小黒 その後、『カレイドスター』のOVAが2本ありますが、お話としてはTVで完結しているじゃないですか。
佐藤 うん。そうですね。
小黒 でも、描けるならもっと描きたいみたいな感じだったんですか。
佐藤 そうでしたね。TVシリーズ本編のほうに自分のカラーが出すぎているので、1本目はそうじゃないものが観たいなと思って、和田さんにまるっとやってもらったんだよね(編注:OVA『笑わない すごい お姫様』で和田高明は絵コンテ、演出を担当した上に、音地正行と共同で作画監督を担当。原画も描いた)。
小黒 ロゼッタの話ですもんね。
佐藤 そうです。ロゼッタの話を好きなようにやってもらおうかな、と思って。結構好きなようにやってくれて、それはそれで和田さんらしくて面白かった。2本目のほうは、池田東陽が成立させたんだと思うんだけど、「本編の映像をBANKで使いながらひとつの話を作れない?」という感じのスタートラインから始まったものだったかな。
小黒 『カレイドスター Legend of phoenix ~レイラ・ハミルトン物語~』(OVA・2005年)ですね。
佐藤 総集編的なものなんだけど、それでOVAになんないかな? みたいなとこからスタートしてるんですね。だから、過去映像を大分使っているんですけど、玲子さんに書いてもらっただけあって、思ったよりちゃんと新作になった。
小黒 完成した作品は回想部分もありますが、新作部分がメインになっていましたよね。
佐藤 そうそう。全体の尺はこれで新作部分はこのぐらいという条件で作る事になったんだと思うんですけど。どこで切り替わったのかは、あんまり詳しく覚えてないですね。
小黒 ここで話はいきなり30年くらい前に飛ぶんですけども、佐藤さんが「島本和彦さんの『仮面ボクサー』をアニメにしたい」と言ってた事があって。
佐藤 マジっすか!?
小黒 マジっすよ。
佐藤 記憶にないです(笑)。
小黒 時期的に言うと、『ビックリマン』か『悪魔くん』の頃だったのではないかと。
佐藤 ああ。
小黒 「あれをアニメにできないかと思うんだけど、編集部の担当さんは分からないかな」と言われたんですよ。僕が「アニメージュ」で仕事をしていて、「仮面ボクサー」の連載が、同じ徳間書店の「月刊少年キャプテン」だったんですよね。それで「仮面ボクサー」の担当さんの電話番号を教えた覚えがあります。
佐藤 当時は東映にいたから、やったとしたら東映の企画部に企画を持っていってるはずですね。
小黒 そうですね。作品のかたちにはならなかった。
佐藤 覚えてないや。企画書を一瞬見た記憶があった気がしたけど、それも気のせいかもしれないです。

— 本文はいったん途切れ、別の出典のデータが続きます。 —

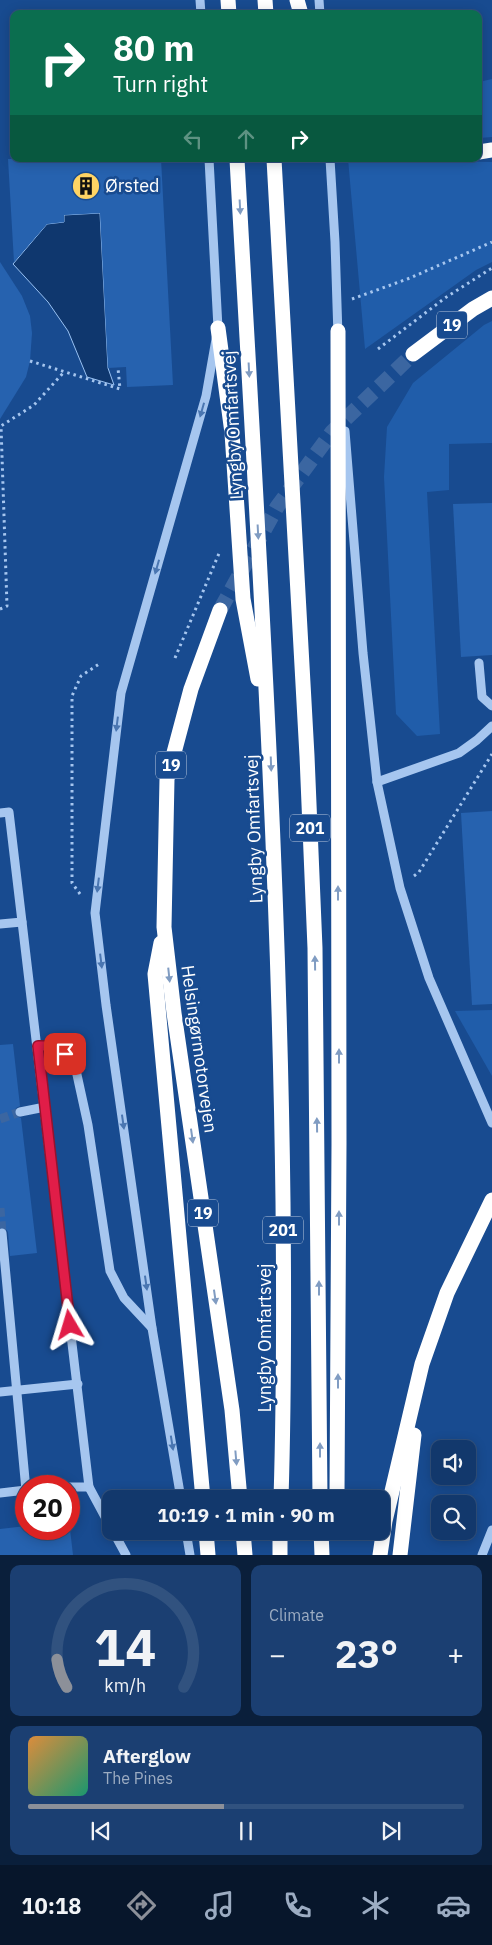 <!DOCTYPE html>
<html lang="en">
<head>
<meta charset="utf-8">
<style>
	body { margin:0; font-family:"IBM Plex Sans",sans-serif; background:#1b3f72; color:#f1f3f6; height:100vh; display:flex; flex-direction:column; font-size:19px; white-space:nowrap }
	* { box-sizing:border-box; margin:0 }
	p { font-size:16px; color:#9cacc2 }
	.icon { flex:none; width:28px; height:28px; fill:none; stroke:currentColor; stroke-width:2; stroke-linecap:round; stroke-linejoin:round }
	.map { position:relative; height:1555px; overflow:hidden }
	.side { display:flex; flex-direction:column; gap:10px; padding:10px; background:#0a1f3b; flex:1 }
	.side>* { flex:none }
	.hud { position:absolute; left:10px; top:10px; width:472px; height:152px; border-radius:10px; box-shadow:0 2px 12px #0003,0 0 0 1px #31527f; background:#0b6e4f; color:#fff; overflow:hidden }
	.controls { position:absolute; left:431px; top:1440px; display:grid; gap:10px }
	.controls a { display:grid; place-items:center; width:45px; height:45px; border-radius:10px; background:#12386c; box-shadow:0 2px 12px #0003,0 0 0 1px #31527f; font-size:25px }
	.speed { position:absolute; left:15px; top:1475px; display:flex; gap:10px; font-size:25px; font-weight:700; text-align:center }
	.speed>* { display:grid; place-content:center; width:65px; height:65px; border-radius:50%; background:#12386c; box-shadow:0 2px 12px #0003,0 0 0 1px #31527f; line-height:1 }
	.speed .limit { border:8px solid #d22; background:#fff; color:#111 }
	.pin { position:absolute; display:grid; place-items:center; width:42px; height:42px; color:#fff; margin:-21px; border-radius:10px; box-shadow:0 2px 8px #0006 }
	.me { position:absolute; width:55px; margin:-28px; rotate:353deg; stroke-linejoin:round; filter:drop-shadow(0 0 4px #0008) }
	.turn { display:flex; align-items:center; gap:18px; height:105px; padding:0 20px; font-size:22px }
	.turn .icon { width:65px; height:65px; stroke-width:2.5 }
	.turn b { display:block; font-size:35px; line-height:42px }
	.lanes { display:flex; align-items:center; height:48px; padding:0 20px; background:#0003; justify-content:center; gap:25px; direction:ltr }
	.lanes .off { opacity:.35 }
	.big { font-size:38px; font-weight:700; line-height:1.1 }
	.side .tile { flex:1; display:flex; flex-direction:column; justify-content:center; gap:8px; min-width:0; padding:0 18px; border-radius:10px; background:#1b3f72 }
	.side .dial { align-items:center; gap:0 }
	.dial svg { height:130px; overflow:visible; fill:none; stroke:#31527f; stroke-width:7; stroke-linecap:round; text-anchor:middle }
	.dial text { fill:#f1f3f6; stroke:none }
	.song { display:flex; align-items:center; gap:15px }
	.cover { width:60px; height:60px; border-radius:8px; background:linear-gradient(135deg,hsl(30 70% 55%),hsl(160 70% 35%)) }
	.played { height:5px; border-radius:2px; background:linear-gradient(90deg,#8c9099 45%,#31527f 45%) }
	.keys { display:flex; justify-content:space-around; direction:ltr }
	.heat { display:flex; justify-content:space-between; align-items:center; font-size:28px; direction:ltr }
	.side .tiles { flex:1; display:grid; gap:10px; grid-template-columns:1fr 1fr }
	.tile:last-child { grid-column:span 2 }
	.trip { position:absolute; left:102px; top:1490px; width:288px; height:50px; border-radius:10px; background:#12386c; box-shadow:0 2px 12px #0003,0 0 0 1px #31527f; font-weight:700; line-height:50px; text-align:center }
	.menu { display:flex; height:80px; justify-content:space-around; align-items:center; background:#07162b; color:#9cacc2 }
	.menu .icon { width:35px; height:35px }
	.menu .on { color:#8c9099 }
	.menu b { font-size:22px; color:#f1f3f6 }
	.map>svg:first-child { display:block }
	.green { fill:#205daa }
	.water { fill:#0f376e; stroke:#98c1f2 }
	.building { fill:#2662af }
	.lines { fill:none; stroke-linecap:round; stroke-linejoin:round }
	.minor-tunnel { stroke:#3b66a1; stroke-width:9; stroke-dasharray:9 4.5; stroke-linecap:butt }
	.highway-tunnel { stroke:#3b66a1; stroke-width:15; stroke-dasharray:15 8; stroke-linecap:butt }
	.path { stroke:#a6c6ef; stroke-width:3; stroke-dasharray:2.5 4; stroke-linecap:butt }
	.minor { stroke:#a6c6ef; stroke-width:9 }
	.highway { stroke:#fff; stroke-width:15 }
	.oneway { fill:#809cc2 }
	.oneway2 { fill:#4a76b1 }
	.route-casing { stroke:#92132f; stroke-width:12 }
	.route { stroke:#e11d48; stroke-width:9 }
	.labels { text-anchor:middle; stroke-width:5; stroke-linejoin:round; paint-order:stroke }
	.shield { fill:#184b90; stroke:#bac9de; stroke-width:1 }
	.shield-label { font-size:16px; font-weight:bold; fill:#fff }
	.poi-label { font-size:18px; fill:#fff; stroke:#184b90; text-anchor:start }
	.street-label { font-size:18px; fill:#fff; stroke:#184b90 }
</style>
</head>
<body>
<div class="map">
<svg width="492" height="1555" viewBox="0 0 492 1555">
	<rect width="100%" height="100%" fill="#184b90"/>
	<!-- green -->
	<g class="green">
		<path d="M 492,79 L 492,137 L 479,138 L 479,82 Z"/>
		<path d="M 348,159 L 434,159 L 440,161 L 492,162 L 492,262 L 476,270 L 365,349 Z"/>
		<path d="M 492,321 L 492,443 L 449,444 L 449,490 L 427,492 L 440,734 L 417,736 L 396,714 L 384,477 L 387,427 L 413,383 L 484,325 Z"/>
		<path d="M 492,1010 L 492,1076 L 455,1011 Z"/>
	</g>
	<!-- water -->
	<path class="water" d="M 100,213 L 108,368 L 114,385 L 87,377 L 68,331 L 48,302 L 13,264 L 47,224 L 64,222 L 64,215 Z"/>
	<!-- building -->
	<g class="building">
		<path d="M 8,159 L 161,159 L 173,385 L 127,387 L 126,367 L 108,368 L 100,213 L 64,215 L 64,222 L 47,224 L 14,262 Z"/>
		<path d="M 0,262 L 22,296 L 30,316 L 32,333 L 30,361 L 26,377 L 0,419 Z"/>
		<path d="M 492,503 L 492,655 L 461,657 L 453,504 Z"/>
		<path d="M 492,811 L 492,1004 L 472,1005 L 461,813 Z"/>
		<path d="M 13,1044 L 20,1106 L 16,1108 L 14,1113 L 16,1116 L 21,1118 L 37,1253 L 10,1256 L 8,1232 L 5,1228 L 0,1227 L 0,1045 Z"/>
		<path d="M 26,1526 L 26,1529 L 70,1529 L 73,1555 L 0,1555 L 0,1529 Z"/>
	</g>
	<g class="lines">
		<!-- minor-tunnel -->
		<g class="minor-tunnel">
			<path d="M 0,1119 L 20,1112"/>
			<path d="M 0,1208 L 2,1233 L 0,1233"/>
		</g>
		<!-- highway-tunnel -->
		<path class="highway-tunnel" d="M 220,610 L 277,507 L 332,432 L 413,354"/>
		<!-- path -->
		<g class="path">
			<path d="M 352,299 L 410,278 L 492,242"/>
			<path d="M 378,349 L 445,298 L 492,268"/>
			<path d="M 30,361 L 120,389 L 118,368"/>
			<path d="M 0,609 L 7,606 L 1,426 L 34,405 L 64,372"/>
			<path d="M 175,658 L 220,551"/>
			<path d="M 414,876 L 419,872 L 492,754"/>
			<path d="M 80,894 L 72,883 L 72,696 L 81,676 L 99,664"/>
		</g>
		<!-- minor -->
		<g class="minor">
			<path d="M 200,0 L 201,14"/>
			<path d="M 319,0 L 320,14"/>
			<path d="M 330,159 L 335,242 L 338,336"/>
			<path d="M 345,431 L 363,653 L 377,782 L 400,888 L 429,978 L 492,1123"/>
			<path d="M 479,663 L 482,697 L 492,706"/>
			<path d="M 377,782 L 459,753 L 477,740 L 492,726"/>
			<path d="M 0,813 L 9,812 L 89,1487 L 111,1528"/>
			<path d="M 0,924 L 22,922"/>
			<path d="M 38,1046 L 56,1046 L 74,1061 L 88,1125 L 110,1271 L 124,1298 L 152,1328"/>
			<path d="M 20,1112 L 45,1107"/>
			<path d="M 2,1233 L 26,1490"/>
			<path d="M 0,1392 L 78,1384"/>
			<path d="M 69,1487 L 89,1487"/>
			<path d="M 0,1493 L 26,1490"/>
			<path d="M 181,1499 L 152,1328 L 106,1005 L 95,913 L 121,693 L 206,396 L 218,328 L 209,159"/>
			<path d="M 113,1531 L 126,1555"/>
			<path d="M 186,1531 L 190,1555"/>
			<path d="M 482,1555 L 492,1530"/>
		</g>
		<!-- highway -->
		<g class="highway">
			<path d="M 228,0 L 229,14"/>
			<path d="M 265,0 L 266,14"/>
			<path d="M 297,0 L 301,14"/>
			<path d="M 479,152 L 492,150"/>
			<path d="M 237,159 C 256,506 279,854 283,1202 C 284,1301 284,1400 281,1499"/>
			<path d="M 274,159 L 307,756 L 315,948 L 320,1499"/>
			<path d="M 218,328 L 232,433 L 243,599 L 258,679"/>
			<path d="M 413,354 L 473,309 L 492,298"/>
			<path d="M 220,610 L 191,689 L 167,779 L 164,927 L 174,1013 L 232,1410 L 240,1499"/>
			<path d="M 161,943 L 155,974 L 203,1499"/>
			<path d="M 335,1499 L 337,1495 L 339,1144 L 338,331"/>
			<path d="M 206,1531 L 208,1555"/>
			<path d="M 243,1531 L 245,1555"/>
			<path d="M 321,1531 L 322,1555"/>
			<path d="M 280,1555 L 280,1531"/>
			<path d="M 380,1555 L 385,1521 L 422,1364 L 447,1293 L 492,1200"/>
			<path d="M 400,1555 L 414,1435"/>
		</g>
	</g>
	<!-- one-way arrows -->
	<defs><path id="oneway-solid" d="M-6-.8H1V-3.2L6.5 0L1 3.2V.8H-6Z" transform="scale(1.25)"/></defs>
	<g class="oneway">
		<use href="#oneway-solid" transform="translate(240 207) rotate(87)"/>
		<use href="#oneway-solid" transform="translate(249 370) rotate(87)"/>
		<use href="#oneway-solid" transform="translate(258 532) rotate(87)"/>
		<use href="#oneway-solid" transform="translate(271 764) rotate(88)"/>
		<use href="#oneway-solid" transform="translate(338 893) rotate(-90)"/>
		<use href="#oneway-solid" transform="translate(315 963) rotate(-91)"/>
		<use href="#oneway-solid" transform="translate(169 975) rotate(84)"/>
		<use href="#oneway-solid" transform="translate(339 1056) rotate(-90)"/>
		<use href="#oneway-solid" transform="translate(317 1125) rotate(-91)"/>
		<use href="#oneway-solid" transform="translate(192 1136) rotate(82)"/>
		<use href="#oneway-solid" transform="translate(339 1218) rotate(-90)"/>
		<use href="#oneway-solid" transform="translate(319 1288) rotate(-90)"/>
		<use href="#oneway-solid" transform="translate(215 1297) rotate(82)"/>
		<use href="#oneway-solid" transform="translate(338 1381) rotate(-90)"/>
		<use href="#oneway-solid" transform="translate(320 1450) rotate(-90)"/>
		<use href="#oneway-solid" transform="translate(236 1458) rotate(85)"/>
	</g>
	<g class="oneway2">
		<use href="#oneway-solid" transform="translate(202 410) rotate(106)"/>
		<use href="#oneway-solid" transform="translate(157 567) rotate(106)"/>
		<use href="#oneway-solid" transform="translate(117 724) rotate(97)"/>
		<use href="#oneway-solid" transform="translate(98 885) rotate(97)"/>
		<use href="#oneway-solid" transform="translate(101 961) rotate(83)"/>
		<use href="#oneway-solid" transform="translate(123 1122) rotate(82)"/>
		<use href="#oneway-solid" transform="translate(146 1283) rotate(82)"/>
		<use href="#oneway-solid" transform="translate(172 1443) rotate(81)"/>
	</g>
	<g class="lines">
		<defs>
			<path id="route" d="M 65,1054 L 56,1046 L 38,1046 L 70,1325"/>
		</defs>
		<!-- route casing -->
		<use href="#route" class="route-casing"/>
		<!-- route -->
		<use href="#route" class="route"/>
	</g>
	<!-- icons -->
	<defs>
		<symbol id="building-disc" viewBox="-11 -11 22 22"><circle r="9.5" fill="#ffd464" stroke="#184b90"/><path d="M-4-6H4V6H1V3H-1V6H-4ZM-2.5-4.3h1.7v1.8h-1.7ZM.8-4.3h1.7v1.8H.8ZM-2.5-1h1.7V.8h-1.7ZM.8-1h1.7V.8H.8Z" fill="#111"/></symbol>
	</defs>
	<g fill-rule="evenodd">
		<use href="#building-disc" x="70" y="170" width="32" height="32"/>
	</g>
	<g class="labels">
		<!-- shield labels -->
		<g class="shield">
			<rect x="437" y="311.5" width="30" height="27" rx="4"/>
			<rect x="156" y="751.5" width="30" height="27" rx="4"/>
			<rect x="290" y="814.5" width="40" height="27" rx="4"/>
			<rect x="188" y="1199.5" width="30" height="27" rx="4"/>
			<rect x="263" y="1216.5" width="40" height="27" rx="4"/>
		</g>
		<g class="shield-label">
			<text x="452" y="331">19</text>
			<text x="171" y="771">19</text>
			<text x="310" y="834">201</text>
			<text x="203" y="1219">19</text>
			<text x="283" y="1236">201</text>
		</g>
		<!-- poi labels -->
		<g class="poi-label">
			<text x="105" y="192">Ørsted</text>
		</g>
		<!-- street labels -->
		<g class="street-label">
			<text transform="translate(233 425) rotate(-93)" y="6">Lyngby Omfartsvej</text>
			<text transform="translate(254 829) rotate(-92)" y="6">Lyngby Omfartsvej</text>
			<text transform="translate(199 1049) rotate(82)" y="6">Helsingørmotorvejen</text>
			<text transform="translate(265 1338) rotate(-90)" y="6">Lyngby Omfartsvej</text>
		</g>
	</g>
</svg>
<div class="controls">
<a><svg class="icon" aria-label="sound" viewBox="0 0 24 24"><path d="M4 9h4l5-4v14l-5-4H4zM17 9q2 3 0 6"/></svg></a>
<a><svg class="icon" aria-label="search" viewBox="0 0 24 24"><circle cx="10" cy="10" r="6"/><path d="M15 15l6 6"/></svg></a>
</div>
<div class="speed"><div class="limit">20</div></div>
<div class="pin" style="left:65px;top:1054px;background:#d93025"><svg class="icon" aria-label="arrive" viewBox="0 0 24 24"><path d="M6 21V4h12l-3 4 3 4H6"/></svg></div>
<svg class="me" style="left:70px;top:1325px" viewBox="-20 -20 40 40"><path d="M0-17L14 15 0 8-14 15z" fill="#e11d48" stroke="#fff" stroke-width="4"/></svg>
<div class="trip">10:19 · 1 min · 90 m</div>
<div class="hud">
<div class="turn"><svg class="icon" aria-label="right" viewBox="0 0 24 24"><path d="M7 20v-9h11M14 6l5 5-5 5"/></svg><div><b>80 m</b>Turn right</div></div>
<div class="lanes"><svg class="icon off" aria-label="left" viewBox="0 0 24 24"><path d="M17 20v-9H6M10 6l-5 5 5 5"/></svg><svg class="icon off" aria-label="ahead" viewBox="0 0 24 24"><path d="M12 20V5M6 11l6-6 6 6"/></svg><svg class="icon" aria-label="right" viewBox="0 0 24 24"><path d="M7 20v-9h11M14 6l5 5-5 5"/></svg></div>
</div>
</div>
<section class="side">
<div class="tiles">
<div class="tile dial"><svg viewBox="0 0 100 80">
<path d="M14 69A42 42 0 1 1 86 69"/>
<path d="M14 69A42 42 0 0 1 8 52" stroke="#8c9099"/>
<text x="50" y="56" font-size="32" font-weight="700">14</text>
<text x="50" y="72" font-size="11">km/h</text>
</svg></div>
<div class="tile"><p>Climate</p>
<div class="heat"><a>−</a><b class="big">23°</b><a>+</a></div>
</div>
<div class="tile">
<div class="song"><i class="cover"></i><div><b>Afterglow</b><p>The Pines</p></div></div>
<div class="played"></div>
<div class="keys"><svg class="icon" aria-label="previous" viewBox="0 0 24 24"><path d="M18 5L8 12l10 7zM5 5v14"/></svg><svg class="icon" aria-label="pause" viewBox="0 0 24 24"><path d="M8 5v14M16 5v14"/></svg><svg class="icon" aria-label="next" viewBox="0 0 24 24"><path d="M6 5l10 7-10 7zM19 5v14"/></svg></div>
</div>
</div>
</section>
<nav class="menu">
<b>10:18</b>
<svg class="icon on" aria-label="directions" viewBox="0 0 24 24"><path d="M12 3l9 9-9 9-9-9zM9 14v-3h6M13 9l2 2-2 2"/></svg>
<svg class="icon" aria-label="music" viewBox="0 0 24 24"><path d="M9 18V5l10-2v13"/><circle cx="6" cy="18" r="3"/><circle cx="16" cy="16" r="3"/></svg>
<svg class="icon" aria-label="phone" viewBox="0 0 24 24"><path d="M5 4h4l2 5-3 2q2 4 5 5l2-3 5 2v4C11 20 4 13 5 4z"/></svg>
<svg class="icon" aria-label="climate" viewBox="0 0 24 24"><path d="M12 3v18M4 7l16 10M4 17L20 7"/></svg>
<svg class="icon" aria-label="car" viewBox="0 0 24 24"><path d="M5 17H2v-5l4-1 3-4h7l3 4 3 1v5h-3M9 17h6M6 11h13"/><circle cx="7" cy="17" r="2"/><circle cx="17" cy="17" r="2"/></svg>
</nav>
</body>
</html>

小黒 でも、「仮面ボクサー」は好きだったわけですね?
佐藤 そうね。今、言われるまで忘れてましたけど(笑)。島本和彦さんの作品は好きなノリだったので。
小黒 『カレイドスター』の仮面スターは、全然、島本ノリじゃないんだけど、名前が「仮面ボクサー」っぽい(笑)。
佐藤 「仮面ボクサー」があったから仮面スターをやったわけではないと思うんですけど(笑)。仮面スターは、玲子さんのアイデアかなあ。
小黒 レイラさんにしては、ちょっとはっちゃけてますよね。
佐藤 そうですよね。もしかしたら「そろそろ仮面のキャラがほしい」みたいな事を言ったのは、池田だったかもしれないですね(笑)。「やっぱ仮面じゃないスか」みたいな事を。
小黒 あっ、タキシード仮面的な意味で?
佐藤 そうそう(笑)。
小黒 ほんとかなあ?(笑) だけど、池田さんならそのぐらいの事は言ってもおかしくないですね。
佐藤 (笑)。
小黒 その後は、池田さんとはどうだったんですか。
佐藤 『カレイド』の後、「やっぱりもっと一緒にやりたいね」って話はあったので、機会があればと思ってやってましたけど。ずっとベタでやってるわけではないので、折に触れ、ぐらいの感じで。
小黒 以下の話は、このインタビューで記事として活かす必要はないんですけど、池田さんが亡くなった時に、みんながあんまり驚かなかった。
佐藤 はいはい。
小黒 イベントでも「死んじゃったね、バーカ」みたいなノリだったと思うんですが、あれはどうしてだったんですか。
佐藤 いや、体調悪そうなのにガールズバーに行くし、ずっとバーボンかなんか持って歩いてる奴だったので(笑)。
小黒 なるほど。
佐藤 まあ、愛情込めて「バーカ」と言ってました。みんな、嫌いではない。「お前の事は大好きだったよ、馬鹿野郎」っていうやつですよ(笑)。
小黒 池田さんが亡くなる前のことですが、楽屋での世間話で印象的だった事があります。イベントが始まる前に、池田さんはどれだけ自分の体、生活がボロボロかという話をしていたんですよ。それを聞いて僕はかなり驚いて。イベントが始まってからも、僕はそのイベントに気持ちが入らない、みたいな事がありました。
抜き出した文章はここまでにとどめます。